(Provided material Opens)
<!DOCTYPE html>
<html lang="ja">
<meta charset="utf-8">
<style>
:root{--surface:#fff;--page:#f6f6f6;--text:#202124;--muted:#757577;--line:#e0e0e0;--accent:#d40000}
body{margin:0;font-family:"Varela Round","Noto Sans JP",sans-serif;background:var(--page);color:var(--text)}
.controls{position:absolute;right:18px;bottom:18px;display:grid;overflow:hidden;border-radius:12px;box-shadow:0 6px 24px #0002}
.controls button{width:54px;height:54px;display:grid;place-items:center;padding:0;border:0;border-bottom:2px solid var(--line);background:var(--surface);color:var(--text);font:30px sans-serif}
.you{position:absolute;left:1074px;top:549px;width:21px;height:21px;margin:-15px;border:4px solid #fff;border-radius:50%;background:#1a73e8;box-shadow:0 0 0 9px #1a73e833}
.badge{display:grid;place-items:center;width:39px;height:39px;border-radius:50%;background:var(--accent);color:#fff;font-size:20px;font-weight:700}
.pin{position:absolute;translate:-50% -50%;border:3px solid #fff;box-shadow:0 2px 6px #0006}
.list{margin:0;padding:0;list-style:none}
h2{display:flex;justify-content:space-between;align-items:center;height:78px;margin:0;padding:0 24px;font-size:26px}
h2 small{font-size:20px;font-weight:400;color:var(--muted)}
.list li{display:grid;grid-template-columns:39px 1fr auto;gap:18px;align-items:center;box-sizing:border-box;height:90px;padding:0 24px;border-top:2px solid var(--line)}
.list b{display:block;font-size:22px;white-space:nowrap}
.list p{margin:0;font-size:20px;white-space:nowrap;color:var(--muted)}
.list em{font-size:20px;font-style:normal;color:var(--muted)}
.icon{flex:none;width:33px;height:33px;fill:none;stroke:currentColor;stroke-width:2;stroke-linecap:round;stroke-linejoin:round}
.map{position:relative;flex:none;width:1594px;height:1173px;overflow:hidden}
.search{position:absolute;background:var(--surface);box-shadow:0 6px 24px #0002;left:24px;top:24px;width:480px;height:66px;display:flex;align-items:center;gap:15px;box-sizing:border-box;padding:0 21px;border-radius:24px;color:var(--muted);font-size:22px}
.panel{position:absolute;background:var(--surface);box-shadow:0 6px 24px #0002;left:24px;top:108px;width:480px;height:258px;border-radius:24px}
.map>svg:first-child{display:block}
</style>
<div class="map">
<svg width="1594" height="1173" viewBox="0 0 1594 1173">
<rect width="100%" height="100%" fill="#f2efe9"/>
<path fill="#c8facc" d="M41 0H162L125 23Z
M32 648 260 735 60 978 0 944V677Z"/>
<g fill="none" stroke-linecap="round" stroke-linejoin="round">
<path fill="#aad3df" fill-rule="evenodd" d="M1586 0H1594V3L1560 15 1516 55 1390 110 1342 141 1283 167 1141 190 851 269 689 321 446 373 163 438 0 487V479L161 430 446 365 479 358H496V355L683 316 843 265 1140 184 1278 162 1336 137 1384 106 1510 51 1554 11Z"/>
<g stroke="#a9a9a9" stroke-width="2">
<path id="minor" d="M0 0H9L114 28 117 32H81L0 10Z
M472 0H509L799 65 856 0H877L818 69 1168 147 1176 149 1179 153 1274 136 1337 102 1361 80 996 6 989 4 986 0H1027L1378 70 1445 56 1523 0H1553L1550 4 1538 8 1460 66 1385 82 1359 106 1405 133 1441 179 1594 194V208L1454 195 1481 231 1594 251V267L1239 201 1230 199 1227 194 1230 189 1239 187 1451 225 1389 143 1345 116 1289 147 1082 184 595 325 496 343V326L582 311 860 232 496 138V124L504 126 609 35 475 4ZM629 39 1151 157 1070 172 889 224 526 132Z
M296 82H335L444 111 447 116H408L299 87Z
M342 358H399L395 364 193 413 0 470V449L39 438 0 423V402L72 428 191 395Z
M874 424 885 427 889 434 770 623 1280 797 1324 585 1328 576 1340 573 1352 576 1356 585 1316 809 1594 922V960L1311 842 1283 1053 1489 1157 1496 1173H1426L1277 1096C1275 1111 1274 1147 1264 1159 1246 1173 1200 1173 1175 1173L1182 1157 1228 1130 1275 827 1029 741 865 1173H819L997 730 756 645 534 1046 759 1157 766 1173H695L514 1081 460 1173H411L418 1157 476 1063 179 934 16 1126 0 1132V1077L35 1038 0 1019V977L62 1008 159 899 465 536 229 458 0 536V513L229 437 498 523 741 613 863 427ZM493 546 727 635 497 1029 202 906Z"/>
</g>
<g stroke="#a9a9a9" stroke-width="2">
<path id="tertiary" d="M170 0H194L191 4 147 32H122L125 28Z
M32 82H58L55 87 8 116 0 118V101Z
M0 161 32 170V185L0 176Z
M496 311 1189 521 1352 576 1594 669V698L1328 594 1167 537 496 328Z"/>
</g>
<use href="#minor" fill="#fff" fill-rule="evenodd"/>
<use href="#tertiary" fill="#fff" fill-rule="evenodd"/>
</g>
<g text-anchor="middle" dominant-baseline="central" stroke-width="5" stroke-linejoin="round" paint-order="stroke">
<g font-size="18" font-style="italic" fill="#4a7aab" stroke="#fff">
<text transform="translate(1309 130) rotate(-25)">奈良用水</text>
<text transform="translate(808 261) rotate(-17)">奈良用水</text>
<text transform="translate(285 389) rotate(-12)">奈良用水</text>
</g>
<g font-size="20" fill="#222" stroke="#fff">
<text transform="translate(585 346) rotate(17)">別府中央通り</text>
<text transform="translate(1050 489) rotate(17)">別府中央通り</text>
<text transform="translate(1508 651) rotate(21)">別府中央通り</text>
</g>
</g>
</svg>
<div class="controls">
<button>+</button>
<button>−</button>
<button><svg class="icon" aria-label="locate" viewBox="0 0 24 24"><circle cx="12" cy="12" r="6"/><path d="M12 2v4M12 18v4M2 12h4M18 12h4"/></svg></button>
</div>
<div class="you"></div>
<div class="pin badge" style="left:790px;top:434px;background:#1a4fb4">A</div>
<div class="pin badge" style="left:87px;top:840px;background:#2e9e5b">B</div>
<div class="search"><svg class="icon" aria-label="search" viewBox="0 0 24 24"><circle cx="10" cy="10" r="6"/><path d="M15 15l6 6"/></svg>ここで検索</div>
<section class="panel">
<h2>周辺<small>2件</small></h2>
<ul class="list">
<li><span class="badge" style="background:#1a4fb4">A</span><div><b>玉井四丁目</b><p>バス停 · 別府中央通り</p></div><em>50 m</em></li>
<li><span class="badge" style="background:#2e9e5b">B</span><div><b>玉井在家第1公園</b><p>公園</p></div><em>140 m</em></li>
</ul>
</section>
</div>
(Provided material Closes)
## Your task:
Look through the records for the string "linecap". Copy every line that has it.

## Result of this exercise:
.icon{flex:none;width:33px;height:33px;fill:none;stroke:currentColor;stroke-width:2;stroke-linecap:round;stroke-linejoin:round}
<g fill="none" stroke-linecap="round" stroke-linejoin="round">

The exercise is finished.